◆ **WHAT IS EXPECTED**
Below are the records; copy each line in which "lines" occurs.

◆ **MATERIAL PROVIDED**
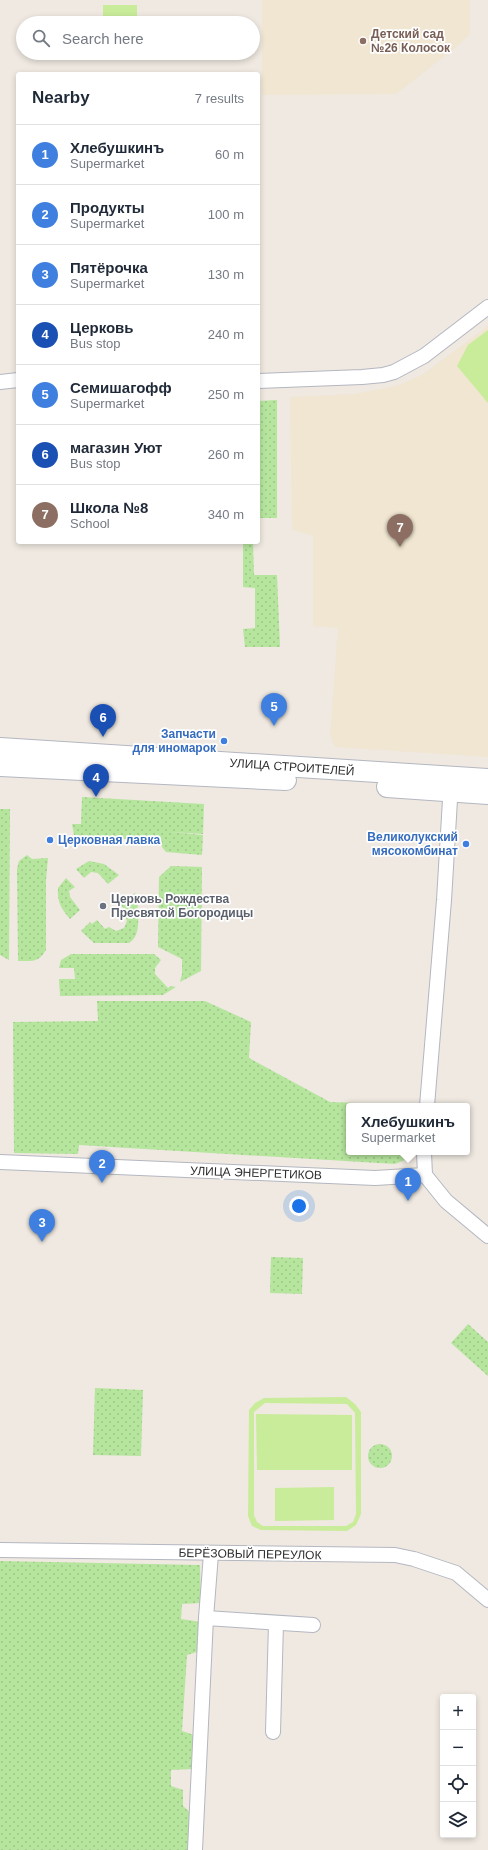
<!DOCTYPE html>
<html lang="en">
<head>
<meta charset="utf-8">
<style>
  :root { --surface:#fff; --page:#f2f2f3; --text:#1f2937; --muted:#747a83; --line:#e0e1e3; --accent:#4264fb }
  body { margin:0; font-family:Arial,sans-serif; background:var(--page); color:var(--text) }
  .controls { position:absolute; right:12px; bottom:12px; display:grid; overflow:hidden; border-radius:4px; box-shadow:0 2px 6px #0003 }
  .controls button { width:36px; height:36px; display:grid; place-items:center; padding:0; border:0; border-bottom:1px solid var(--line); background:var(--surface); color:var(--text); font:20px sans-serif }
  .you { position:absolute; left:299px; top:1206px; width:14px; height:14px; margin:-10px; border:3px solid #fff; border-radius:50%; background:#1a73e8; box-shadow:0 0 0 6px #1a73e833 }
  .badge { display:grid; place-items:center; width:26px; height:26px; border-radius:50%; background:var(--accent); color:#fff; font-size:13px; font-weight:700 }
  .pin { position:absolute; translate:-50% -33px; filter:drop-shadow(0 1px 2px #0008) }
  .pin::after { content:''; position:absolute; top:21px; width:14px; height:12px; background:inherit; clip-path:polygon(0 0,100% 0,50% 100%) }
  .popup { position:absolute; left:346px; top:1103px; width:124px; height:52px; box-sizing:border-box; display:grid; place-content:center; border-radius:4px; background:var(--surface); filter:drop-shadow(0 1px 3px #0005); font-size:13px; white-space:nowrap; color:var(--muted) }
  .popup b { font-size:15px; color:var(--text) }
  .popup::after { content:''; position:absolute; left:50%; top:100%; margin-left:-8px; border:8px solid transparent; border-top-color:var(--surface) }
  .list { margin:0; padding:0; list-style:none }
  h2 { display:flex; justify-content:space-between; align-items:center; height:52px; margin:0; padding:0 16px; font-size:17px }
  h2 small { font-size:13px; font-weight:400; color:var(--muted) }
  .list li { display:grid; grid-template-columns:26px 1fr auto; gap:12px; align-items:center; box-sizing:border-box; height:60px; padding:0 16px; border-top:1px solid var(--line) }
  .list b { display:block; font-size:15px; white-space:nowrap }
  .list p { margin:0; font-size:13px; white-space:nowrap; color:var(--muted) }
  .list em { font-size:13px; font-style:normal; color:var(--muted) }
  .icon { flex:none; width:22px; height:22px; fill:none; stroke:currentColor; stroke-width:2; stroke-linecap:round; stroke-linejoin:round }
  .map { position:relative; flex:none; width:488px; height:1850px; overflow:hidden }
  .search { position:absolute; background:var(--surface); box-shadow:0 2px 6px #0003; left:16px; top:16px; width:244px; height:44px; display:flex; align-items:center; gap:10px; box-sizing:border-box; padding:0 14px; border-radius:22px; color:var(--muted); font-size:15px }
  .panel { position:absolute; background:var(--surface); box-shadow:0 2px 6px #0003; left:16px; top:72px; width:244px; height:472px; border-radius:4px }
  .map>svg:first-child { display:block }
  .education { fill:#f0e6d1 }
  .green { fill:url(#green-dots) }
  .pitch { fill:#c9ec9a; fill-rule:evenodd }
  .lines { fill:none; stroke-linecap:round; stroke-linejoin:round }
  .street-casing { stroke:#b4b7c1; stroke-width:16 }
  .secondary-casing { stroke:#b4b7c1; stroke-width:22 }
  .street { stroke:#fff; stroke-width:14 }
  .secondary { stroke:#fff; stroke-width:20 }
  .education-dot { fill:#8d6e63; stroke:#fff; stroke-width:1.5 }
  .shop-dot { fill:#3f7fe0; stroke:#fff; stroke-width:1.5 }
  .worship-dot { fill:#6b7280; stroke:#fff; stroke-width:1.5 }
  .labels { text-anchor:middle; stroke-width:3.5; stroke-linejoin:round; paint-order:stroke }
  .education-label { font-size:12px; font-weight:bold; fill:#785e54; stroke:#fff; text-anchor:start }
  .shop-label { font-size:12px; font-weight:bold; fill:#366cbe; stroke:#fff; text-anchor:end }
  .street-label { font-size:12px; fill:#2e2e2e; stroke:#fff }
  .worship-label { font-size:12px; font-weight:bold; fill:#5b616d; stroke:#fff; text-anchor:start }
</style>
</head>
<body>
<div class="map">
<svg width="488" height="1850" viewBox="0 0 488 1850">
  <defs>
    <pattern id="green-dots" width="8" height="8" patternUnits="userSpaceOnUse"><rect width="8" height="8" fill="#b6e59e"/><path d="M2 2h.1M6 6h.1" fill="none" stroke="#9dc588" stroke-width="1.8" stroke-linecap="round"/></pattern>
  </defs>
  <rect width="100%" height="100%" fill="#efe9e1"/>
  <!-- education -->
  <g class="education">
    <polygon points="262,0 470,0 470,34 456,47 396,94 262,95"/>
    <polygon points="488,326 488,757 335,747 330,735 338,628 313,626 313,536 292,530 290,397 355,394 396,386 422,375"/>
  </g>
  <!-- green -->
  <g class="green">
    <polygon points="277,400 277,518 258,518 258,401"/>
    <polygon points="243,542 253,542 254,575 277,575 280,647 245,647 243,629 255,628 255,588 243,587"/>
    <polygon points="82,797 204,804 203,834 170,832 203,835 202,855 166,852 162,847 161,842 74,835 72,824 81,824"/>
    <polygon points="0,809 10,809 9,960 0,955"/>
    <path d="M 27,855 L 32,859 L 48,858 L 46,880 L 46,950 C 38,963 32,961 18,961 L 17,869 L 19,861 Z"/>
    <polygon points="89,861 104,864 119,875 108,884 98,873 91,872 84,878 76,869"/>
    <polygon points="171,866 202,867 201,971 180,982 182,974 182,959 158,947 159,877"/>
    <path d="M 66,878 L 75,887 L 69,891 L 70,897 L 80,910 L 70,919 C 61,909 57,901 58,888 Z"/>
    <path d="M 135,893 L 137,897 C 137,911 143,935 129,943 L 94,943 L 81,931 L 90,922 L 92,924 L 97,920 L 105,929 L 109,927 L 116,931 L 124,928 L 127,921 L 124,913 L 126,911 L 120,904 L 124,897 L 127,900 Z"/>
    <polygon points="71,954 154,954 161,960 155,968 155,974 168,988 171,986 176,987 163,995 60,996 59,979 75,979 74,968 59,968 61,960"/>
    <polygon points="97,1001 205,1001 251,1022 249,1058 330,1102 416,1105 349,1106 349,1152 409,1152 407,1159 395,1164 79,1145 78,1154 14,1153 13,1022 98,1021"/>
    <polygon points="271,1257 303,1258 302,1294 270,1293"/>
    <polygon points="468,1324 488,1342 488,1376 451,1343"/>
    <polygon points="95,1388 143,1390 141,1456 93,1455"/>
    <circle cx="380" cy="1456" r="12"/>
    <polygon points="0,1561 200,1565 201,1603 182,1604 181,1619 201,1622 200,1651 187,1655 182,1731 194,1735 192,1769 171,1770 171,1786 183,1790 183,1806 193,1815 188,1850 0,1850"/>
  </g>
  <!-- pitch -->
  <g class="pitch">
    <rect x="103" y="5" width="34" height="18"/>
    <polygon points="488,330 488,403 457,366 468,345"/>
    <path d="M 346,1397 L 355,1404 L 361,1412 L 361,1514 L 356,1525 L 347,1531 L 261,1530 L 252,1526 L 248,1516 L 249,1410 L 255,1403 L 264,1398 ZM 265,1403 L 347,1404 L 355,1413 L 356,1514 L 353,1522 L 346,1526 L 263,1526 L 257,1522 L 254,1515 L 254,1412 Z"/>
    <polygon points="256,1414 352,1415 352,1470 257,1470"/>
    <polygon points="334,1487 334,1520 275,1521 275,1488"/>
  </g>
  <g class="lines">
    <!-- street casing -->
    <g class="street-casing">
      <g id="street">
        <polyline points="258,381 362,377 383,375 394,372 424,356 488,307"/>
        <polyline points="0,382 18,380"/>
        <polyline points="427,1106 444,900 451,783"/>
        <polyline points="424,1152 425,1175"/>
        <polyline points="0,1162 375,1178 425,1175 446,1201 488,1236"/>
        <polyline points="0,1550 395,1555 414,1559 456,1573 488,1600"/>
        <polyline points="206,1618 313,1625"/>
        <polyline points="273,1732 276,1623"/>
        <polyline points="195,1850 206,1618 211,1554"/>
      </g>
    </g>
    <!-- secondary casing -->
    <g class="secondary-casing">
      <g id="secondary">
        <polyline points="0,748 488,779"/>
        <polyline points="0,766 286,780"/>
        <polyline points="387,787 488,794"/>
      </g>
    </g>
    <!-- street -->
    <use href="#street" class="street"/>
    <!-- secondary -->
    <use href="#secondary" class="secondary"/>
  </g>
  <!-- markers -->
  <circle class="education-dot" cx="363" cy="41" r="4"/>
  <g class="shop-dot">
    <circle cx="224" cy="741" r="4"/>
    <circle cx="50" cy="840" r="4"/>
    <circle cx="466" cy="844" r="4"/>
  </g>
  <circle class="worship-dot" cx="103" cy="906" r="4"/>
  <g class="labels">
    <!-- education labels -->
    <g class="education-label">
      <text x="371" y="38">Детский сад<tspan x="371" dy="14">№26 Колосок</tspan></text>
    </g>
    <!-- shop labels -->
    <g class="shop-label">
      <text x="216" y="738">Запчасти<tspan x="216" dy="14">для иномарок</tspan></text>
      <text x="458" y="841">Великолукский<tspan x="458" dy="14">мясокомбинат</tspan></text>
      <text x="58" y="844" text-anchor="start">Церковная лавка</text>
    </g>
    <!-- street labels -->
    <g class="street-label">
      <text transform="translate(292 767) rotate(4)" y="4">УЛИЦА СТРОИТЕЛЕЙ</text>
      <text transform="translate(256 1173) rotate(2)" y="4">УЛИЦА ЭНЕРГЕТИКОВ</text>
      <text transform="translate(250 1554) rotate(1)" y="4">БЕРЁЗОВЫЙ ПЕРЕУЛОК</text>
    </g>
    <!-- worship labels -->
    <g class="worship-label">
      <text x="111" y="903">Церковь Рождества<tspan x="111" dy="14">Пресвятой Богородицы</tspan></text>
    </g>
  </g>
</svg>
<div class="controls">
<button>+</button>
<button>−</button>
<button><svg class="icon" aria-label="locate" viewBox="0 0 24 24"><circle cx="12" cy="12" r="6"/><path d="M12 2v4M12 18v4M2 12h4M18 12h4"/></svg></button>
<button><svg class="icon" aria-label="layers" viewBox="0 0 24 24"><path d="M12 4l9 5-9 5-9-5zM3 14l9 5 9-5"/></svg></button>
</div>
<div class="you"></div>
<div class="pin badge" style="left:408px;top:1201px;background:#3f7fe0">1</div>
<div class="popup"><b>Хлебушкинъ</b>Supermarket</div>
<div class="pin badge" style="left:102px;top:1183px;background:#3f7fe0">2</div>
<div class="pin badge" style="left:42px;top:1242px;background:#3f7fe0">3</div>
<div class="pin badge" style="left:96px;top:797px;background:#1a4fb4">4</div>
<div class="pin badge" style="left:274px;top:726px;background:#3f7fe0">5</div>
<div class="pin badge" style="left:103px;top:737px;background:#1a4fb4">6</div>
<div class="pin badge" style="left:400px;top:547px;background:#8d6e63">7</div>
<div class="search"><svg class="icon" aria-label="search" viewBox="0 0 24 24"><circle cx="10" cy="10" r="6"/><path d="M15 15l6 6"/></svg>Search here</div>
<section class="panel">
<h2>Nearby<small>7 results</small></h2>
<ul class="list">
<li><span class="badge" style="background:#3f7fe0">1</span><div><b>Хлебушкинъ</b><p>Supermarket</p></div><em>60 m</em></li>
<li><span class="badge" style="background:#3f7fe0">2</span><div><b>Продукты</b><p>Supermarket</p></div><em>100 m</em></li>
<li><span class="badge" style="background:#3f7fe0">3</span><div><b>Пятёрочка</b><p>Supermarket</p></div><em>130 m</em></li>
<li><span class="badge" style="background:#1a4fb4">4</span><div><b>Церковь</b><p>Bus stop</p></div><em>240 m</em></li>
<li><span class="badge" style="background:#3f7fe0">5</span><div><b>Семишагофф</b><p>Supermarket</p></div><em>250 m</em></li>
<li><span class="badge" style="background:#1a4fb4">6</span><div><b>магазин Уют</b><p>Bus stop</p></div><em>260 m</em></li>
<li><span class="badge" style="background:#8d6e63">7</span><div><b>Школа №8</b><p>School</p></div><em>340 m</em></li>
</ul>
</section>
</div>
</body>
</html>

◆ **EXERCISE RESPONSE**
  .lines { fill:none; stroke-linecap:round; stroke-linejoin:round }
  <g class="lines">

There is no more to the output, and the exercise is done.